Bab Duabelas

410 33 2
                                    

"Kamu beneran ngga tertarik sama bisnis, Den?"

Meski, Chris sedang duduk berhadapan dengan Cayden saat ini, keduanya tetap sibuk dengan setumpuk dokumen di hadapan masing-masing.

"Papa tau sendiri," Cayden menyahut tanpa membiarkan matanya bertemu mata Chris. Ia masih asik membolak-balik sederet kertas demi kertas yang sama sekali tak ia mengerti maksudnya. Sementara Chris juga kembali melanjutkan pekerjaannya, menyortir berkas-berkas untuk dia tanda tangani, "Tapi, kalo bukan aku, siapa lagi yang memungkinkan jadi pewaris Papa?"

Chris cukup terkejut dengan balasan Cayden, tapi tetap tak memungkiri untuk membenarkannya.

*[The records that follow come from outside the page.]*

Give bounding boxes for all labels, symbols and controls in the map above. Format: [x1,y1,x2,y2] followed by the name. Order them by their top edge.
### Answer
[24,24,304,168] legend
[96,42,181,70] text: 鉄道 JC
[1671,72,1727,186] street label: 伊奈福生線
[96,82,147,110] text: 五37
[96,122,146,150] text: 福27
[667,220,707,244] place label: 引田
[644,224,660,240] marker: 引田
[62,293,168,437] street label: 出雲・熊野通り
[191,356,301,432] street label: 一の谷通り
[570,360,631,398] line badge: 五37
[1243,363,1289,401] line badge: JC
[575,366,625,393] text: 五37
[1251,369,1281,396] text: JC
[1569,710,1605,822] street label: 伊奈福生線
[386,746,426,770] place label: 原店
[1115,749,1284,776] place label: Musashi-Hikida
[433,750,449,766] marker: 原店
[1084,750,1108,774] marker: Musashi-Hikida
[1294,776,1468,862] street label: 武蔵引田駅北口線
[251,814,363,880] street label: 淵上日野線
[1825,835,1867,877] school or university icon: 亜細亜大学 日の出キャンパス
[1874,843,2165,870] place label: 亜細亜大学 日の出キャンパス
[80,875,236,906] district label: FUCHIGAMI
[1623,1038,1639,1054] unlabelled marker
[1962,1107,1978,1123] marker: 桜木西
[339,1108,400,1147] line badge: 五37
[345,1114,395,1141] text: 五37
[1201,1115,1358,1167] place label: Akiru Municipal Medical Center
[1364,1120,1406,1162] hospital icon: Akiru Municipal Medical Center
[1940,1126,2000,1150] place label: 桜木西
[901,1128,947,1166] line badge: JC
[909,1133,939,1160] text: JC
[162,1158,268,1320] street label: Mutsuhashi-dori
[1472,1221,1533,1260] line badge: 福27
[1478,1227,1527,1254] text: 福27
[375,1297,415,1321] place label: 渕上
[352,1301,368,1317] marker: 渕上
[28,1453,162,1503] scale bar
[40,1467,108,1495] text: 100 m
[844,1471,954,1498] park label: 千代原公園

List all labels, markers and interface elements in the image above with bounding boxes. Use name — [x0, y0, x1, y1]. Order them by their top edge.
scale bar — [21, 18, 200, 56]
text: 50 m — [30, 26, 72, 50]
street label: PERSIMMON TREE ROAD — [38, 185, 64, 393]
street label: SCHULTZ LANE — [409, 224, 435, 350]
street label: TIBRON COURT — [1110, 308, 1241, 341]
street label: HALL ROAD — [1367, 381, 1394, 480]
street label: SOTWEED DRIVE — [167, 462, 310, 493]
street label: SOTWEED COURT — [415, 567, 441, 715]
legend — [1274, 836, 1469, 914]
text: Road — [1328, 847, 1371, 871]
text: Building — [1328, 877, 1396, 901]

Ia ingat bagaimana Jounta dan akademiknya yang buruk, Brazka yang hanya fokus belajar untuk jadi Dokter, apalagi Keyzan dengan fisiknya yang tak memungkinkan—secara otomatis lemah sudah mencoret namanya dari daftar pewaris Ezzel Corp.

"Di samping berbisnis, kamu masih bisa main alat musik kesukaanmu, kan?"

Chris setahu itu seberapa besar Cayden mencintai musik. Anak sulungnya ini selalu berlatih piano, gitar, drum, bahkan biola, intinya semua alat musik ia babat habis. Chris juga setahu itu seberapa besar keinginan Cayden masuk jurusan seni dan menimba ilmu tak pasti di sana. Yah, menurutnya, musik hanya bisa dijadikan sebagai hobi, bukan pekerjaan. Tapi, setelah Cayden terpaksa masuk jurusan bisnis, dia putuskan untuk meninggalkan ketertarikannya terhadap musik, dia enggan terhubung lagi dengan musik, dan merelakan mimpinya terasa lebih baik.

"Lagian, alat-alat musikmu itu masih ada di gudang semua."

Setelah lama membiarkan Chris mengoceh sendiri, Cayden akhirnya menimpali, "Mau aku buang."

Deklarasi Cayden barusan, sedikit banyak menyentak idealisme Chris sebagai seorang ayah, yang bahkan tega menjauhkan mimpi anaknya sendiri. Setiap ada pemikiran demikian, dia akan memberi pembelaan berupa—ini yang terbaik buat Cayden, demi masa depannya, demi kehidupan selanjutnya.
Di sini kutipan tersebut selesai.